*The task*:
In the entries below, the word "Order" appears on some lines. Copy each of those lines.

*Source data*:
◆ ◆ ◆ ◆

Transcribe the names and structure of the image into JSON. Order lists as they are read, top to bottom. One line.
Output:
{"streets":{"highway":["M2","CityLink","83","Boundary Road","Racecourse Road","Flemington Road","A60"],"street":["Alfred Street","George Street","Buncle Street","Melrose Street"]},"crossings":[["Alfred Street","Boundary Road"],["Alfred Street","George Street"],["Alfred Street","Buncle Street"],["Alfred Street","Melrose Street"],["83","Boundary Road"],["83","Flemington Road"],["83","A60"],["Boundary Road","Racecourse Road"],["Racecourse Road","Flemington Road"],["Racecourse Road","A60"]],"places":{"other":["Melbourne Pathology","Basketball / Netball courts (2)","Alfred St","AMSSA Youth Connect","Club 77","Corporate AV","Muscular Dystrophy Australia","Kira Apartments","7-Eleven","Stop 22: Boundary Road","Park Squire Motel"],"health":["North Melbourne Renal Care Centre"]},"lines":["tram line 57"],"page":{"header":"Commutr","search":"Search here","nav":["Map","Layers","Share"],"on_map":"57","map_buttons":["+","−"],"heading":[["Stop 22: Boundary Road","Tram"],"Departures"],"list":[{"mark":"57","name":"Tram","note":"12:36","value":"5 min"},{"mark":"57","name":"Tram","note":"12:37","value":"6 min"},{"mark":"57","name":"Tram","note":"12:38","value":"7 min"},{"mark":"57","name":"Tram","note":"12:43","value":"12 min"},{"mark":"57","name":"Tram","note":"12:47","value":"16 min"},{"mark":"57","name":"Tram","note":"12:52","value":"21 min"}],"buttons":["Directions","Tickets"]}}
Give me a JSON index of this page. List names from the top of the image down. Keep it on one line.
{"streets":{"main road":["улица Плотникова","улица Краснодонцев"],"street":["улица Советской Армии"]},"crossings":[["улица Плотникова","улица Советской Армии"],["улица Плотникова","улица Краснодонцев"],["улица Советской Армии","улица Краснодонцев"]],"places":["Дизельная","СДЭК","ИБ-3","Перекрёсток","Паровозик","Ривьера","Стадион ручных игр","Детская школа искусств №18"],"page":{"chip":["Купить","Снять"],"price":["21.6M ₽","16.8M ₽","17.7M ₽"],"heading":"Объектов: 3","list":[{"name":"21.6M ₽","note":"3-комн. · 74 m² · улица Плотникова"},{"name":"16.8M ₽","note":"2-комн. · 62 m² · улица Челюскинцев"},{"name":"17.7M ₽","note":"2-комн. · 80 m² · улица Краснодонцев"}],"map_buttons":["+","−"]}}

◆ ◆ ◆ ◆

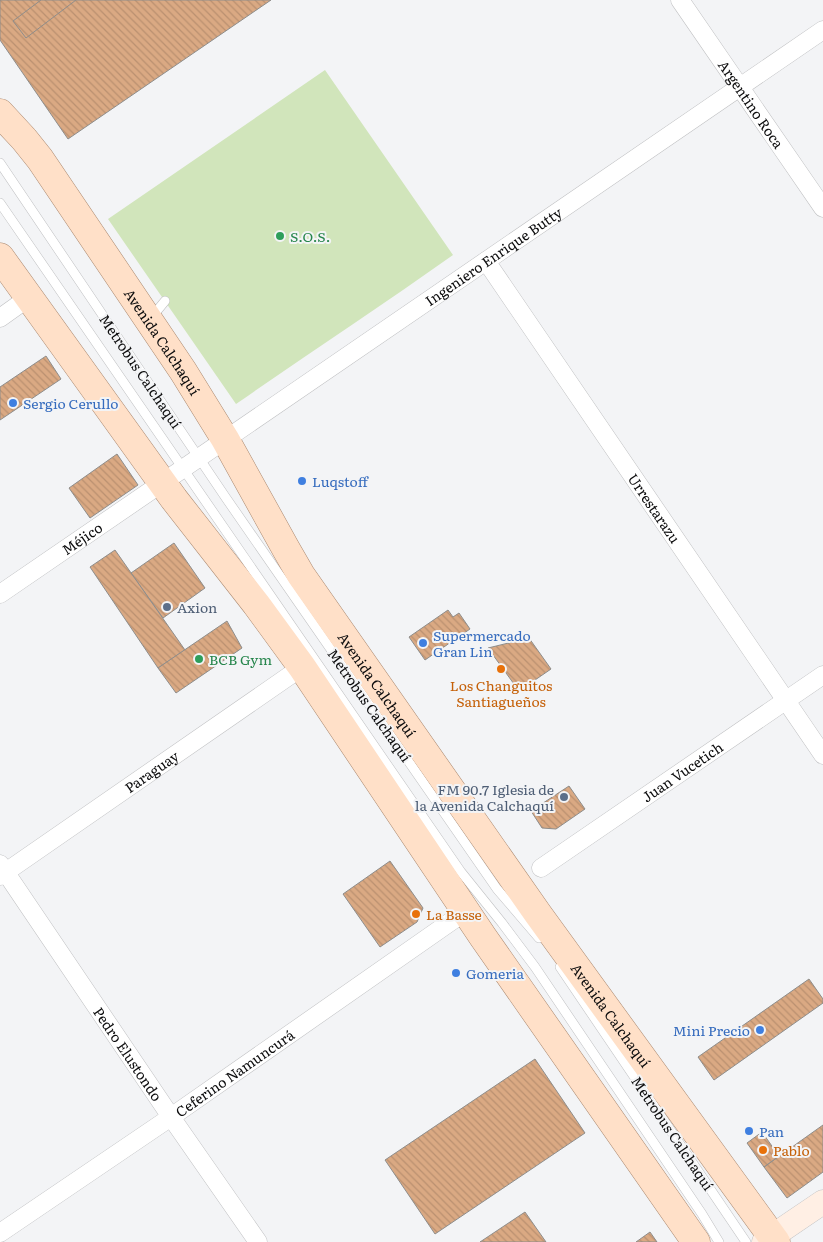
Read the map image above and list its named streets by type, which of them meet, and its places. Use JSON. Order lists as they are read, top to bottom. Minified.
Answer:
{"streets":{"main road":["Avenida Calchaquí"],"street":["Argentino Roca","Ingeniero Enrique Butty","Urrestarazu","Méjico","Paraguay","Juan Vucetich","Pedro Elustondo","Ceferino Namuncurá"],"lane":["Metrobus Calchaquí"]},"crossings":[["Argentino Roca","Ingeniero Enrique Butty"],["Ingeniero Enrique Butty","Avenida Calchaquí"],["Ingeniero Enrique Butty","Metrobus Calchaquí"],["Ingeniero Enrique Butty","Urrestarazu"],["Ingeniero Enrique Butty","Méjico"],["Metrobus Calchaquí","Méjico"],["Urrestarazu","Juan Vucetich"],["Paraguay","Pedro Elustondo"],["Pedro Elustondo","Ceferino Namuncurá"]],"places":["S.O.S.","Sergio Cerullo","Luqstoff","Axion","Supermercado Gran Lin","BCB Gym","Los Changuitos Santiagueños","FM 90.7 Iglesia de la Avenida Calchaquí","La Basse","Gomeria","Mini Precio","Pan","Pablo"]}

◆ ◆ ◆ ◆

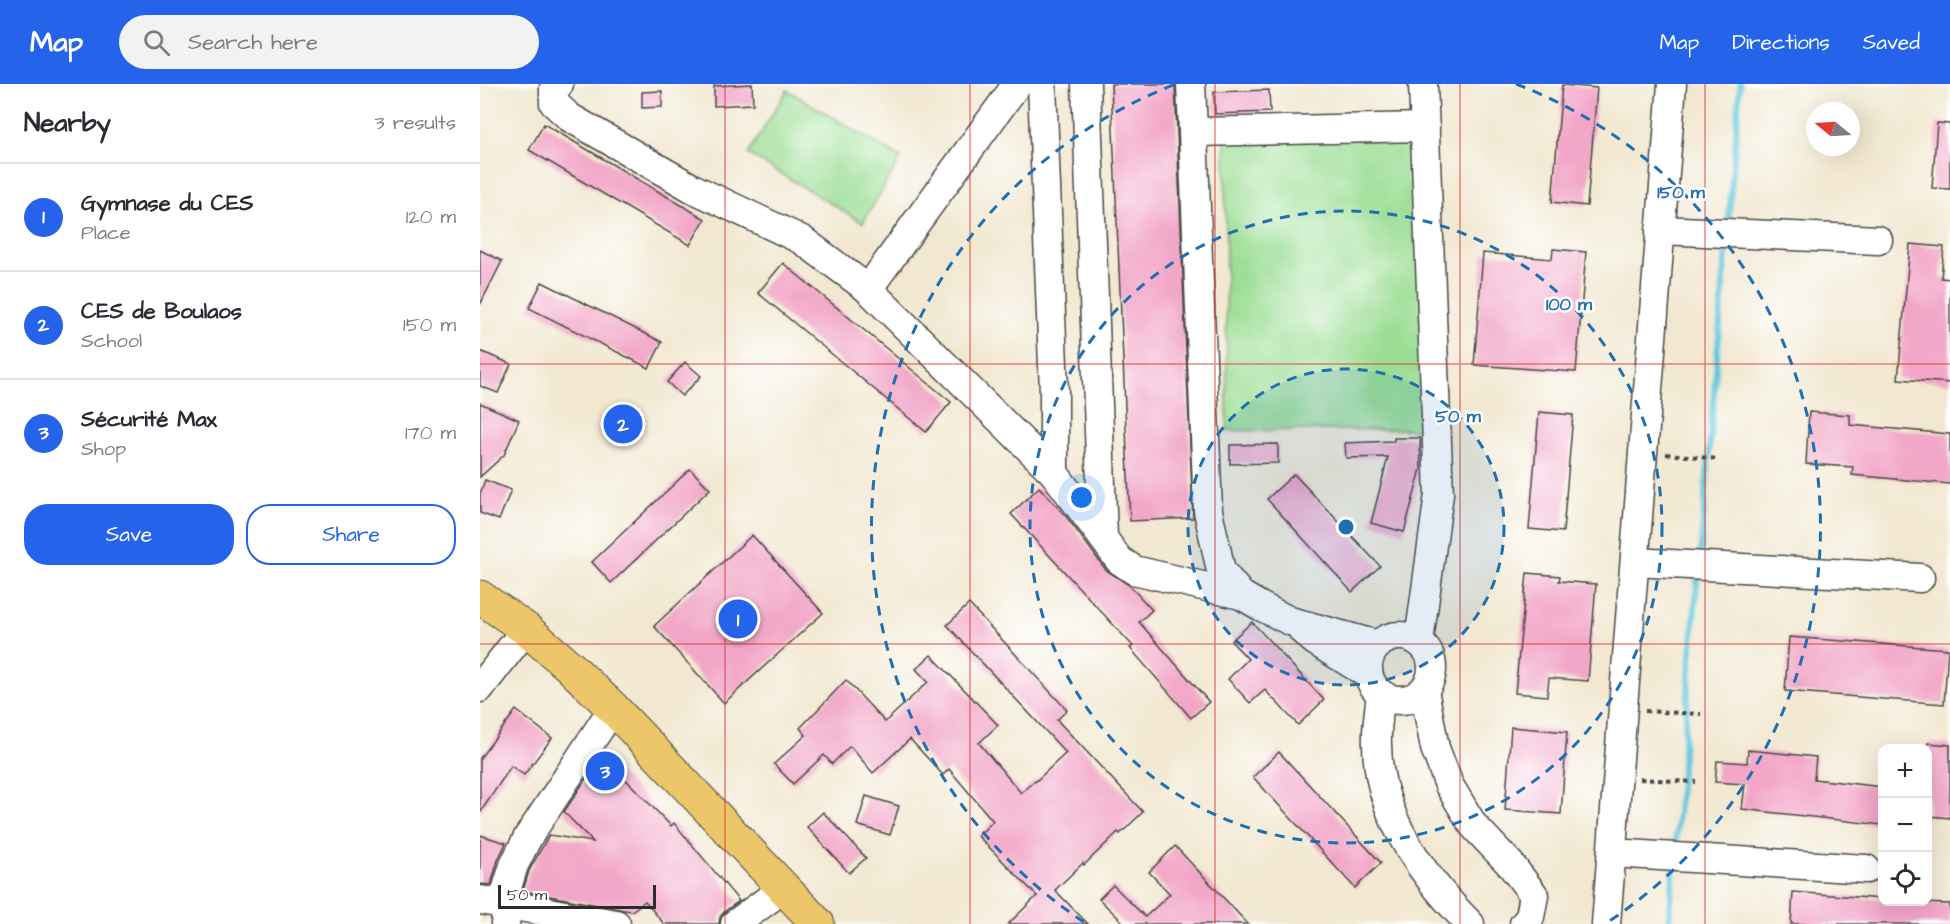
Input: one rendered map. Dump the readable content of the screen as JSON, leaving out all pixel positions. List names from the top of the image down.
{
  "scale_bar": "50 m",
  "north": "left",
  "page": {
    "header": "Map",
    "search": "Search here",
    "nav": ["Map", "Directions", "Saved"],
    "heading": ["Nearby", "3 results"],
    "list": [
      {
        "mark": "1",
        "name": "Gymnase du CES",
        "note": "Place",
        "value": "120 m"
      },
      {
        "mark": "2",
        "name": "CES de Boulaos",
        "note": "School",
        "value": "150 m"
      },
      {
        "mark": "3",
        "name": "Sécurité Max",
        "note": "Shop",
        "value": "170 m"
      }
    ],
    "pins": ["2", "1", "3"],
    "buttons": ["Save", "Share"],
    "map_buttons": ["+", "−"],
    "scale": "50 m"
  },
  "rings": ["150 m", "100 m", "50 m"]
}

◆ ◆ ◆ ◆

*Result for this exercise*:
Transcribe the names and structure of the image into JSON. Order lists as they are read, top to bottom. One line.
Read the map image above and list its named streets by type, which of them meet, and its places. Use JSON. Order lists as they are read, top to bottom. Minified.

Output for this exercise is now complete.